*** Data for this task ***
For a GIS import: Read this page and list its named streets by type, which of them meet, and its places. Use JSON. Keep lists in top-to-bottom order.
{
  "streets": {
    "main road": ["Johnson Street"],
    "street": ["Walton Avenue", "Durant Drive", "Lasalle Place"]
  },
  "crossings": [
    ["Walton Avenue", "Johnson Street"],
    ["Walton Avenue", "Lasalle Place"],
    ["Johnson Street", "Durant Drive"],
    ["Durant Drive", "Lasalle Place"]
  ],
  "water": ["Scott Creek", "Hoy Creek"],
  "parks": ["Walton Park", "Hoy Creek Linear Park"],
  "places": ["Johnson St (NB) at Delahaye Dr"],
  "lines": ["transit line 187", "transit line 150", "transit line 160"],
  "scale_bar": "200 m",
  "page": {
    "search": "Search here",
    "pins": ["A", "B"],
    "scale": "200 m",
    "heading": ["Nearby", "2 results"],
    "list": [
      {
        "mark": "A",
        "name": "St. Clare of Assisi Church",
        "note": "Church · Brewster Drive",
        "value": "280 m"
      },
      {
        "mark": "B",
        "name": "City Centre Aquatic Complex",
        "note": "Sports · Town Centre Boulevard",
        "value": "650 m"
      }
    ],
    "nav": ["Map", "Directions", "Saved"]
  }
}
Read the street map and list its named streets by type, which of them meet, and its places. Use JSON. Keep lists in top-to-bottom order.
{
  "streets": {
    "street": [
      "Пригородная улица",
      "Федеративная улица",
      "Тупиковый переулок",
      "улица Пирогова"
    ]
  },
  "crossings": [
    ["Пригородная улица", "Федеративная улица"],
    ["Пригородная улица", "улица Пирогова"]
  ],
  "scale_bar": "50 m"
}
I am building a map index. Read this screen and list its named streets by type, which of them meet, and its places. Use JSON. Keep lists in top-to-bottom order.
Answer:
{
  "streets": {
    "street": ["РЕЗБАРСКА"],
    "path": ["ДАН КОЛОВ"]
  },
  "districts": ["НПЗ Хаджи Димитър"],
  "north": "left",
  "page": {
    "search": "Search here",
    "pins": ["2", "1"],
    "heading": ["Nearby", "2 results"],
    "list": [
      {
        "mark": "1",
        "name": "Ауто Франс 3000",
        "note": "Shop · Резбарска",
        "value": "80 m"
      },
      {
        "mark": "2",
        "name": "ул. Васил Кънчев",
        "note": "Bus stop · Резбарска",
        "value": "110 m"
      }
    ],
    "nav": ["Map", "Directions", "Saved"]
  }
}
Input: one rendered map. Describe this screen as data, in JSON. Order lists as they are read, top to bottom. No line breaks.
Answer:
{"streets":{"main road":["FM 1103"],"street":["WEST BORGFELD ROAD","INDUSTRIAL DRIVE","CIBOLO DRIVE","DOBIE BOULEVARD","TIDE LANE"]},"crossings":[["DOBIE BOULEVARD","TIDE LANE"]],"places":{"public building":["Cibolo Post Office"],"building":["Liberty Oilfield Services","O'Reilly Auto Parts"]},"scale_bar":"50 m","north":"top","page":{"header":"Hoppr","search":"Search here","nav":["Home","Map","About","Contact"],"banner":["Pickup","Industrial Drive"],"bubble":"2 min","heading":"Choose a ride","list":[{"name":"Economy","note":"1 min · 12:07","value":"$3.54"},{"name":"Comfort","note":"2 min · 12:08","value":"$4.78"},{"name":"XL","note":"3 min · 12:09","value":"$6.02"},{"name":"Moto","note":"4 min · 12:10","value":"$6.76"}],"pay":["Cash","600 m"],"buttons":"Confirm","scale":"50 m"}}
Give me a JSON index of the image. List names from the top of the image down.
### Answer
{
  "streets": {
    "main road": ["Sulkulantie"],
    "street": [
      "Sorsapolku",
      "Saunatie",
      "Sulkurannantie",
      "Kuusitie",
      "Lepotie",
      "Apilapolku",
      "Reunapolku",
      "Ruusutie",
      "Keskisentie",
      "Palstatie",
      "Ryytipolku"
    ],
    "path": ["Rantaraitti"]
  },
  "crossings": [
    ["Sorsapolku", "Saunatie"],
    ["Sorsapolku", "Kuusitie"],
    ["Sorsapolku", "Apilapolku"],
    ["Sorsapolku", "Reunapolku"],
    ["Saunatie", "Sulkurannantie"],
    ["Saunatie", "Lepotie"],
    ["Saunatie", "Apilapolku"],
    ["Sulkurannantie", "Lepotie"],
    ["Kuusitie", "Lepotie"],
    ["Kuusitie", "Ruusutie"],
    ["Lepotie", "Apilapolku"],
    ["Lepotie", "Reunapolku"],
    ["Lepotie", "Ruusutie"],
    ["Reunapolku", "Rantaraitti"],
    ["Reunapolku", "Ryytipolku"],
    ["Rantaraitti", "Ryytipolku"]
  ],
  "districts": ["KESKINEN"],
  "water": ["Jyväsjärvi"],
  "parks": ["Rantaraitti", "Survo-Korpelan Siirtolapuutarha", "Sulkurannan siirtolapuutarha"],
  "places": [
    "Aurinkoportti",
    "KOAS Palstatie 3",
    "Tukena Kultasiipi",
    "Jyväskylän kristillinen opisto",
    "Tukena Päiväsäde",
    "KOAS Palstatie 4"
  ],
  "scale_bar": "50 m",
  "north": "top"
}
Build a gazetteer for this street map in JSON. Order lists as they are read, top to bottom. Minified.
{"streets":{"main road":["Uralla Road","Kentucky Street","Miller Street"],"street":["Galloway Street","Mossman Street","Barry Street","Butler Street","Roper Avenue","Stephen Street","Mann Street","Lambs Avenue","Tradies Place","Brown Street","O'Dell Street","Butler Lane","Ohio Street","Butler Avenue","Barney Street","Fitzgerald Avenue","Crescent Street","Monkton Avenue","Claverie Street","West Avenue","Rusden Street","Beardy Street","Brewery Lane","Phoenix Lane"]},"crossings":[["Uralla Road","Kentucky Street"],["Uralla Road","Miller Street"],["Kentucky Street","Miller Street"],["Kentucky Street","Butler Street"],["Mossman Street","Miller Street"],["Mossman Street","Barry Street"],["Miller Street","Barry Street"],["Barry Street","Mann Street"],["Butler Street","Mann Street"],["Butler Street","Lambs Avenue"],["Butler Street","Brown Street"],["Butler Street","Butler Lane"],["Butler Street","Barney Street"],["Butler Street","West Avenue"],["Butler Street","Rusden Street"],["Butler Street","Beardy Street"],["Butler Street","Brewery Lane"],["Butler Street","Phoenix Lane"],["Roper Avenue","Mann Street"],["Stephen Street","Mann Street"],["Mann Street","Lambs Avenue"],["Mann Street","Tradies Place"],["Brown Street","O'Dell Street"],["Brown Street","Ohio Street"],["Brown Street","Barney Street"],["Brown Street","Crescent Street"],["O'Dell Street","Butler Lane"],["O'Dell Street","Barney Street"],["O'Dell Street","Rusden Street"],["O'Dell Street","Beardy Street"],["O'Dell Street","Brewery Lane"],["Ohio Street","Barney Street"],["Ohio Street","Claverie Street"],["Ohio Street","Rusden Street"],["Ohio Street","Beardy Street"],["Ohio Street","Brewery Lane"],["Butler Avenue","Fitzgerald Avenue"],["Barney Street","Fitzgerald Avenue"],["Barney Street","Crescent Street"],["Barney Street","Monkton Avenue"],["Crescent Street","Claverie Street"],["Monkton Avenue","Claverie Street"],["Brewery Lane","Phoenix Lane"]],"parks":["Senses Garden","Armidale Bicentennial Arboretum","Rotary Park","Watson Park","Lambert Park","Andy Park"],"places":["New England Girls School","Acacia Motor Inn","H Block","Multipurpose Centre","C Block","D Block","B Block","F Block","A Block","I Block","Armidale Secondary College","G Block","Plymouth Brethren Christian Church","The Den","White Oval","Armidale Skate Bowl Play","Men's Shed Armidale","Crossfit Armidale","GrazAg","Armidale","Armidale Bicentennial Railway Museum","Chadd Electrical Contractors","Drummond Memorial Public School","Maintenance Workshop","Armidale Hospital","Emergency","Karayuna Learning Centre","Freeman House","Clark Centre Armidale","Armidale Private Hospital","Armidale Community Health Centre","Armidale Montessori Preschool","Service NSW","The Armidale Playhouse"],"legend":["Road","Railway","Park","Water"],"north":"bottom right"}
***
# [Exercise instructions]
Reproduce the listing above exactly, but only from its first line through the line holding "I am building"; both of those lines are included.

# [Answer to the problem]
For a GIS import: Read this page and list its named streets by type, which of them meet, and its places. Use JSON. Keep lists in top-to-bottom order.
{
  "streets": {
    "main road": ["Johnson Street"],
    "street": ["Walton Avenue", "Durant Drive", "Lasalle Place"]
  },
  "crossings": [
    ["Walton Avenue", "Johnson Street"],
    ["Walton Avenue", "Lasalle Place"],
    ["Johnson Street", "Durant Drive"],
    ["Durant Drive", "Lasalle Place"]
  ],
  "water": ["Scott Creek", "Hoy Creek"],
  "parks": ["Walton Park", "Hoy Creek Linear Park"],
  "places": ["Johnson St (NB) at Delahaye Dr"],
  "lines": ["transit line 187", "transit line 150", "transit line 160"],
  "scale_bar": "200 m",
  "page": {
    "search": "Search here",
    "pins": ["A", "B"],
    "scale": "200 m",
    "heading": ["Nearby", "2 results"],
    "list": [
      {
        "mark": "A",
        "name": "St. Clare of Assisi Church",
        "note": "Church · Brewster Drive",
        "value": "280 m"
      },
      {
        "mark": "B",
        "name": "City Centre Aquatic Complex",
        "note": "Sports · Town Centre Boulevard",
        "value": "650 m"
      }
    ],
    "nav": ["Map", "Directions", "Saved"]
  }
}
Read the street map and list its named streets by type, which of them meet, and its places. Use JSON. Keep lists in top-to-bottom order.
{
  "streets": {
    "street": [
      "Пригородная улица",
      "Федеративная улица",
      "Тупиковый переулок",
      "улица Пирогова"
    ]
  },
  "crossings": [
    ["Пригородная улица", "Федеративная улица"],
    ["Пригородная улица", "улица Пирогова"]
  ],
  "scale_bar": "50 m"
}
I am building a map index. Read this screen and list its named streets by type, which of them meet, and its places. Use JSON. Keep lists in top-to-bottom order.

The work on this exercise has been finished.